Sy Berger, the World War II veteran and Bucknell grad charged with the baseball card project for Topps, was working with a blank canvas when he began making decisions of what went onto both the fronts and backs. Assisting him was the company’s art director Woodie Gelman. Much of the work would take place after hours at Sy’s kitchen table on Alabama Avenue in Brooklyn.
“Sy would sometimes work until 2 or 3 in the morning,” recalls his widow, Gloria. “He’d come home from work, eat dinner, spend time with our children, untie his tie, put his slippers on, and sit at the table and go to work, gathering the facts for each player.”
The backs of Bowman cards repeated the player’s name position and team, and then added place and date of birth, height and weight, whether he batted or threw left handed or right and the card number. Then there were eight to fifteen lines of editorial, such as on the back of Jackie Robinson’s 1949 card, which said, “When Brooklyn signed him to Montreal Royal contract, he became first Negro to enter ranks of pro ball.” Cards manufactured by rival Leaf had a little bio information. Earlier, Goudy Gum (makers of Indian Gum) back in the ‘30s had cards featuring “Lou Gehrig Says” sayings on the backs, with advice about clean living and being a better ballplayer, courtesy of Lou’s agent Christy Walsh.
There were no statistics, other than might have been found in the editorial. In Jackie Robinson’s case, there followed an ad for an adjustable, official baseball ring, which one could receive for 15 cents and 3 baseball wrappers. The word “official” was of course, widely used and never defined. There is no record of how many of those official rings are still being worn.
Berger, an accountant by training, liked numbers and wanted stats. By the time Topps’ 1952 set was ready for sale, he had created what would long remain the prototype of what was expected on card backs.
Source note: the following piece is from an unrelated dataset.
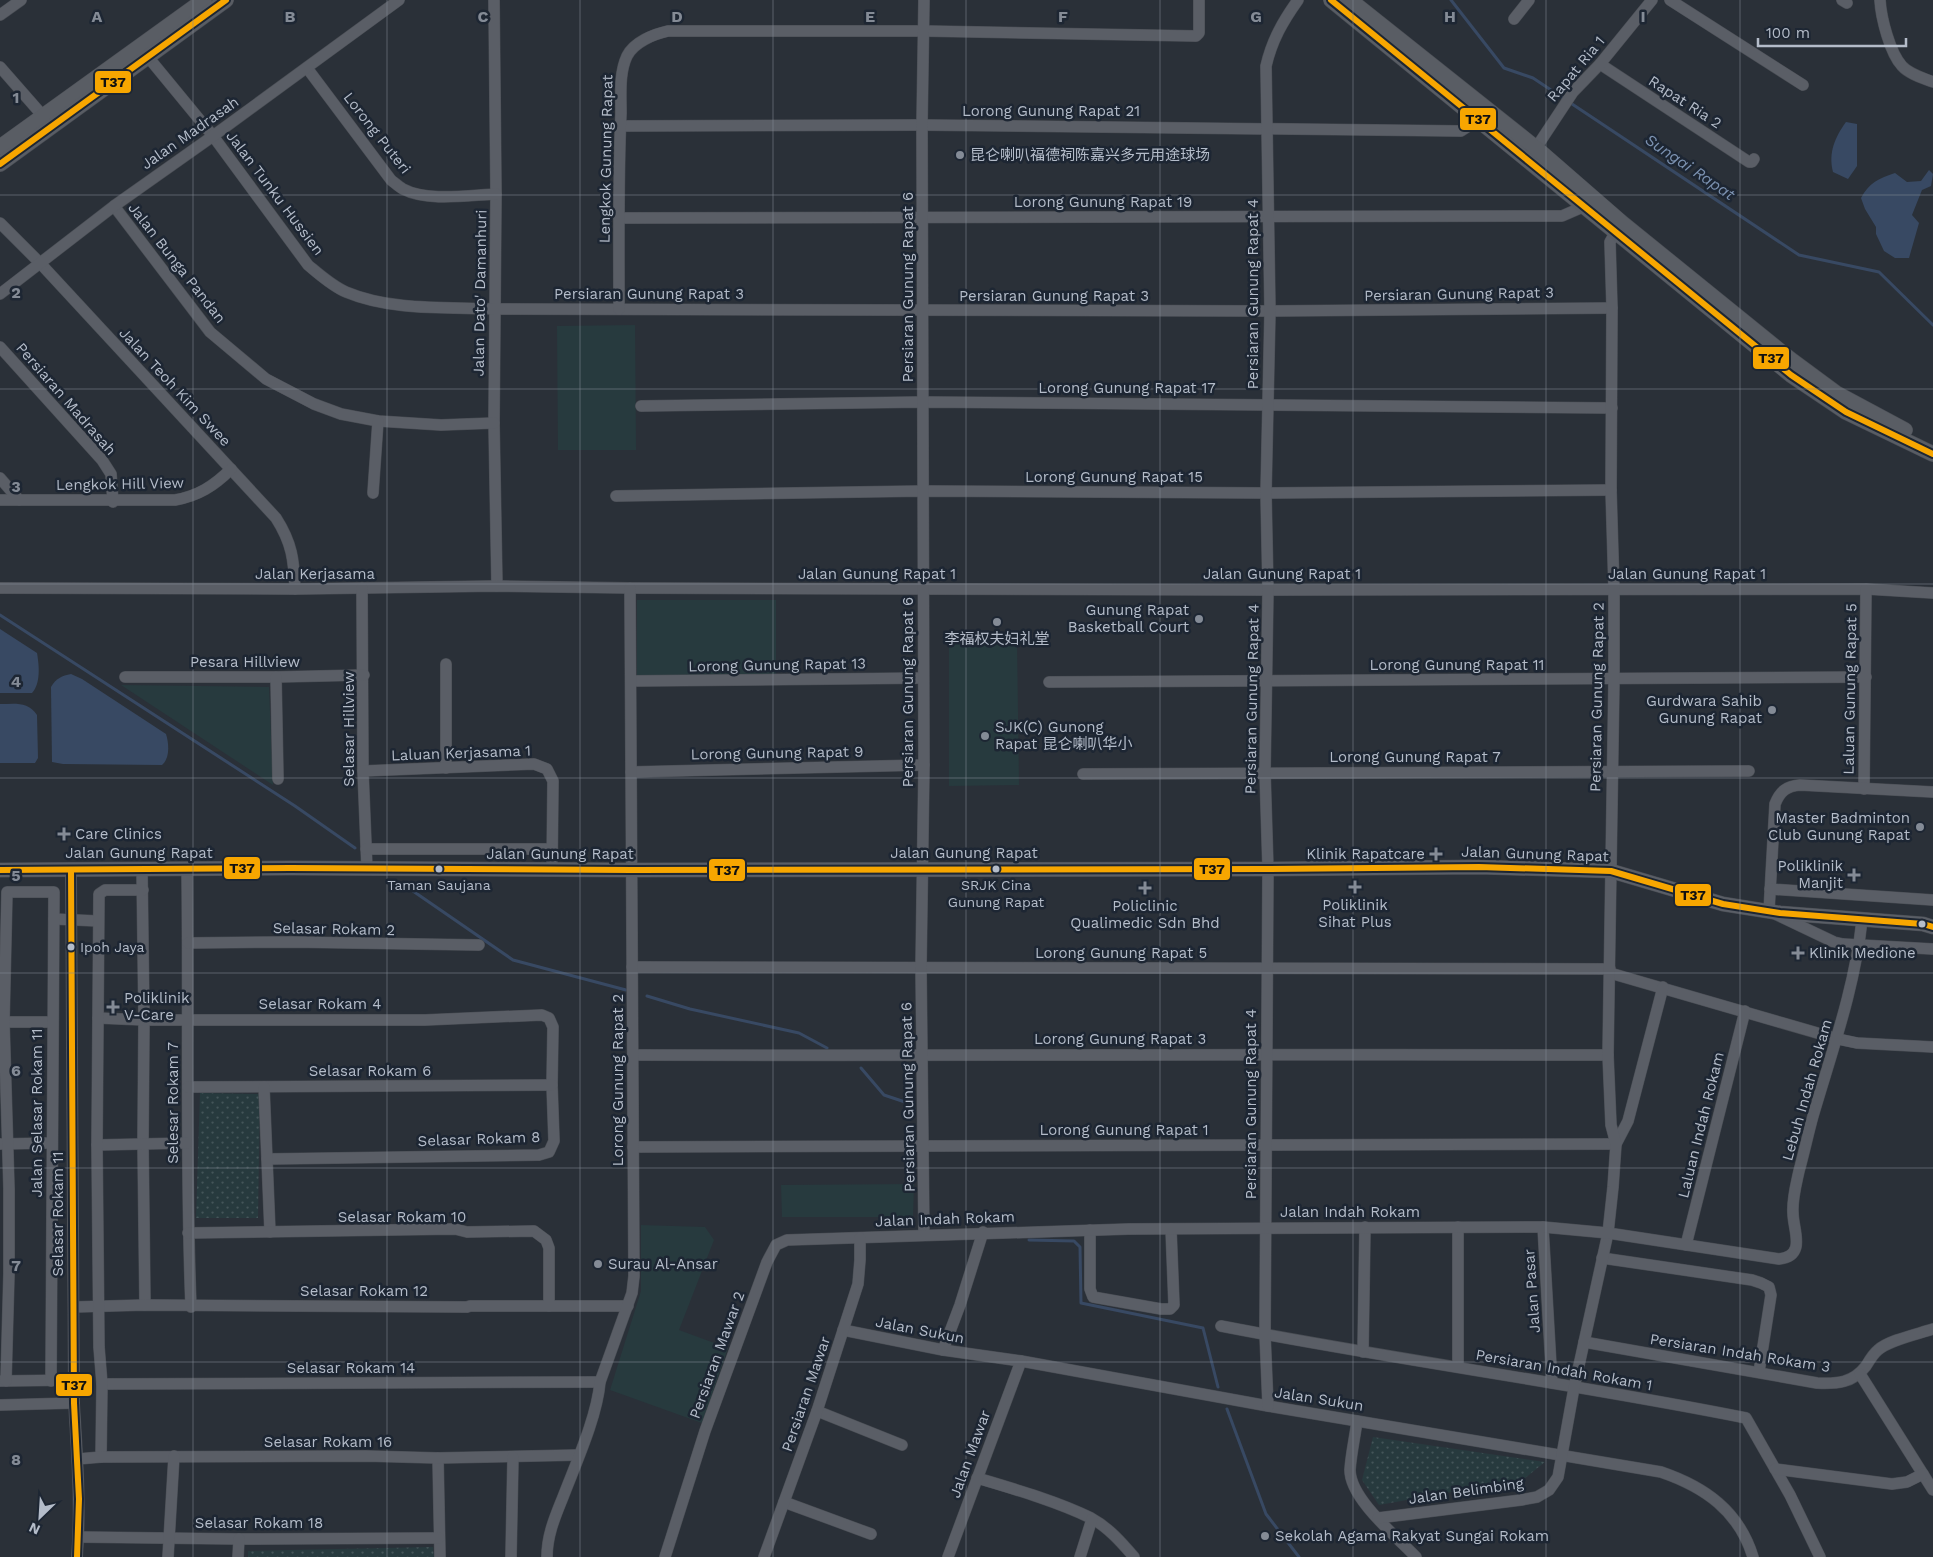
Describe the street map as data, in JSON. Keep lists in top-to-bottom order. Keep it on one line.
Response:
{"streets":{"street":["Rapat Ria 1","Rapat Ria 2","Lorong Gunung Rapat 21","Jalan Madrasah","Lorong Puteri","Lengkok Gunung Rapat","Jalan Tunku Hussien","Lorong Gunung Rapat 19","Jalan Bunga Pandan","Persiaran Gunung Rapat 6","Jalan Dato' Damanhuri","Persiaran Gunung Rapat 3","Persiaran Gunung Rapat 4","Jalan Teoh Kim Swee","Lorong Gunung Rapat 17","Persiaran Madrasah","Lorong Gunung Rapat 15","Lengkok Hill View","Jalan Kerjasama","Jalan Gunung Rapat 1","Pesara Hillview","Lorong Gunung Rapat 13","Lorong Gunung Rapat 11","Laluan Gunung Rapat 5","Persiaran Gunung Rapat 2","Selasar Hillview","Laluan Kerjasama 1","Lorong Gunung Rapat 9","Lorong Gunung Rapat 7","Jalan Gunung Rapat","Selasar Rokam 2","Lorong Gunung Rapat 5","Selasar Rokam 4","Lorong Gunung Rapat 3","Selasar Rokam 6","Lorong Gunung Rapat 2","Lebuh Indah Rokam","Selesar Rokam 7","Jalan Selasar Rokam 11","Laluan Indah Rokam","Lorong Gunung Rapat 1","Selasar Rokam 8","Jalan Indah Rokam","Selasar Rokam 11","Selasar Rokam 10","Selasar Rokam 12","Jalan Pasar","Jalan Sukun","Persiaran Indah Rokam 3","Persiaran Mawar 2","Selasar Rokam 14","Persiaran Indah Rokam 1","Persiaran Mawar","Selasar Rokam 16","Jalan Mawar","Jalan Belimbing","Selasar Rokam 18"]},"crossings":[["Rapat Ria 1","Rapat Ria 2"],["Lorong Gunung Rapat 21","Lengkok Gunung Rapat"],["Lorong Gunung Rapat 21","Persiaran Gunung Rapat 6"],["Lorong Gunung Rapat 21","Persiaran Gunung Rapat 4"],["Jalan Madrasah","Lorong Puteri"],["Jalan Madrasah","Jalan Tunku Hussien"],["Jalan Madrasah","Jalan Bunga Pandan"],["Jalan Madrasah","Jalan Teoh Kim Swee"],["Lorong Puteri","Jalan Dato' Damanhuri"],["Lengkok Gunung Rapat","Lorong Gunung Rapat 19"],["Lengkok Gunung Rapat","Persiaran Gunung Rapat 6"],["Lengkok Gunung Rapat","Persiaran Gunung Rapat 3"],["Jalan Tunku Hussien","Jalan Dato' Damanhuri"],["Jalan Tunku Hussien","Persiaran Gunung Rapat 3"],["Lorong Gunung Rapat 19","Persiaran Gunung Rapat 6"],["Lorong Gunung Rapat 19","Persiaran Gunung Rapat 4"],["Jalan Bunga Pandan","Jalan Dato' Damanhuri"],["Persiaran Gunung Rapat 6","Persiaran Gunung Rapat 3"],["Persiaran Gunung Rapat 6","Lorong Gunung Rapat 17"],["Persiaran Gunung Rapat 6","Lorong Gunung Rapat 15"],["Persiaran Gunung Rapat 6","Jalan Gunung Rapat 1"],["Persiaran Gunung Rapat 6","Lorong Gunung Rapat 13"],["Persiaran Gunung Rapat 6","Lorong Gunung Rapat 9"],["Persiaran Gunung Rapat 6","Jalan Gunung Rapat"],["Persiaran Gunung Rapat 6","Lorong Gunung Rapat 5"],["Persiaran Gunung Rapat 6","Lorong Gunung Rapat 3"],["Persiaran Gunung Rapat 6","Lorong Gunung Rapat 1"],["Persiaran Gunung Rapat 6","Jalan Indah Rokam"],["Jalan Dato' Damanhuri","Persiaran Gunung Rapat 3"],["Jalan Dato' Damanhuri","Jalan Kerjasama"],["Persiaran Gunung Rapat 3","Persiaran Gunung Rapat 4"],["Persiaran Gunung Rapat 3","Persiaran Gunung Rapat 2"],["Persiaran Gunung Rapat 4","Lorong Gunung Rapat 17"],["Persiaran Gunung Rapat 4","Lorong Gunung Rapat 15"],["Persiaran Gunung Rapat 4","Jalan Gunung Rapat 1"],["Persiaran Gunung Rapat 4","Lorong Gunung Rapat 11"],["Persiaran Gunung Rapat 4","Lorong Gunung Rapat 7"],["Persiaran Gunung Rapat 4","Jalan Gunung Rapat"],["Persiaran Gunung Rapat 4","Lorong Gunung Rapat 5"],["Persiaran Gunung Rapat 4","Lorong Gunung Rapat 3"],["Persiaran Gunung Rapat 4","Lorong Gunung Rapat 1"],["Persiaran Gunung Rapat 4","Jalan Indah Rokam"],["Persiaran Gunung Rapat 4","Jalan Sukun"],["Persiaran Gunung Rapat 4","Persiaran Indah Rokam 1"],["Jalan Teoh Kim Swee","Lengkok Hill View"],["Jalan Teoh Kim Swee","Jalan Kerjasama"],["Lorong Gunung Rapat 17","Persiaran Gunung Rapat 2"],["Persiaran Madrasah","Lengkok Hill View"],["Lorong Gunung Rapat 15","Persiaran Gunung Rapat 2"],["Jalan Kerjasama","Jalan Gunung Rapat 1"],["Jalan Kerjasama","Selasar Hillview"],["Jalan Kerjasama","Lorong Gunung Rapat 2"],["Jalan Gunung Rapat 1","Laluan Gunung Rapat 5"],["Jalan Gunung Rapat 1","Persiaran Gunung Rapat 2"],["Jalan Gunung Rapat 1","Lorong Gunung Rapat 2"],["Pesara Hillview","Selasar Hillview"],["Lorong Gunung Rapat 13","Lorong Gunung Rapat 2"],["Lorong Gunung Rapat 11","Laluan Gunung Rapat 5"],["Lorong Gunung Rapat 11","Persiaran Gunung Rapat 2"],["Persiaran Gunung Rapat 2","Lorong Gunung Rapat 7"],["Persiaran Gunung Rapat 2","Jalan Gunung Rapat"],["Persiaran Gunung Rapat 2","Lorong Gunung Rapat 5"],["Persiaran Gunung Rapat 2","Lorong Gunung Rapat 3"],["Persiaran Gunung Rapat 2","Lorong Gunung Rapat 1"],["Persiaran Gunung Rapat 2","Jalan Indah Rokam"],["Persiaran Gunung Rapat 2","Jalan Sukun"],["Persiaran Gunung Rapat 2","Persiaran Indah Rokam 3"],["Persiaran Gunung Rapat 2","Persiaran Indah Rokam 1"],["Persiaran Gunung Rapat 2","Jalan Belimbing"],["Selasar Hillview","Laluan Kerjasama 1"],["Selasar Hillview","Jalan Gunung Rapat"],["Laluan Kerjasama 1","Jalan Gunung Rapat"],["Lorong Gunung Rapat 9","Lorong Gunung Rapat 2"],["Jalan Gunung Rapat","Lorong Gunung Rapat 2"],["Jalan Gunung Rapat","Lebuh Indah Rokam"],["Jalan Gunung Rapat","Selesar Rokam 7"],["Jalan Gunung Rapat","Selasar Rokam 11"],["Selasar Rokam 2","Selesar Rokam 7"],["Lorong Gunung Rapat 5","Lorong Gunung Rapat 2"],["Selasar Rokam 4","Selesar Rokam 7"],["Selasar Rokam 4","Selasar Rokam 8"],["Lorong Gunung Rapat 3","Lorong Gunung Rapat 2"],["Selasar Rokam 6","Selesar Rokam 7"],["Selasar Rokam 6","Selasar Rokam 8"],["Lorong Gunung Rapat 2","Lorong Gunung Rapat 1"],["Lorong Gunung Rapat 2","Selasar Rokam 12"],["Lorong Gunung Rapat 2","Selasar Rokam 14"],["Lorong Gunung Rapat 2","Selasar Rokam 16"],["Lebuh Indah Rokam","Jalan Indah Rokam"],["Selesar Rokam 7","Selasar Rokam 10"],["Selesar Rokam 7","Selasar Rokam 12"],["Laluan Indah Rokam","Jalan Indah Rokam"],["Jalan Indah Rokam","Jalan Pasar"],["Jalan Indah Rokam","Persiaran Mawar 2"],["Jalan Indah Rokam","Persiaran Mawar"],["Selasar Rokam 11","Selasar Rokam 12"],["Selasar Rokam 11","Selasar Rokam 16"],["Selasar Rokam 11","Selasar Rokam 18"],["Selasar Rokam 10","Selasar Rokam 12"],["Jalan Pasar","Persiaran Indah Rokam 1"],["Jalan Sukun","Persiaran Mawar"],["Jalan Sukun","Jalan Mawar"],["Jalan Sukun","Jalan Belimbing"],["Persiaran Mawar 2","Persiaran Mawar"]],"water":["Sungai Rapat"],"places":{"other":["昆仑喇叭福德祠陈嘉兴多元用途球场","Gunung Rapat Basketball Court","李福权夫妇礼堂","Gurdwara Sahib Gunung Rapat","SJK(C) Gunong Rapat 昆仑喇叭华小","Master Badminton Club Gunung Rapat","Taman Saujana","SRJK Cina Gunung Rapat","Ipoh Jaya","Surau Al-Ansar","Sekolah Agama Rakyat Sungai Rokam"],"health":["Care Clinics","Klinik Rapatcare","Poliklinik Manjit","Poliklinik Sihat Plus","Policlinic Qualimedic Sdn Bhd","Klinik Medione","Poliklinik V-Care"]},"lines":["transit line T37"],"scale_bar":"100 m","north":"bottom left","grid":{"columns":["A","B","C","D","E","F","G","H","I"],"rows":["1","2","3","4","5","6","7","8"]}}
Card number, full name, (the nickname was on the front), place of birth, date of birth, current hometown, height, weight, throws and bats.
The statistics in that first year of 1952 shows “Past Year” and “Lifetime,” and Sy was careful to not specifically say “1951” for past year, since he thought the product might not have an annual release, and might sit on store shelves for more than a year. He didn’t want the to appear outdated.
The stats included games, at bats, runs, hits, home runs, RBIs and batting average, along with putouts, assists, errors and fielding average. Over time, doubles, triples and stolen bases would appear, and fielding stats would fade away.
For pitchers, there was games, innings pitched, wins, losses, percentage, hits, runs, strikeouts, walks, earned runs and ERA.
“Sy was such a perfectionist that he would check and cross check reference books so that what he submitted was accurate,” adds Gloria Berger.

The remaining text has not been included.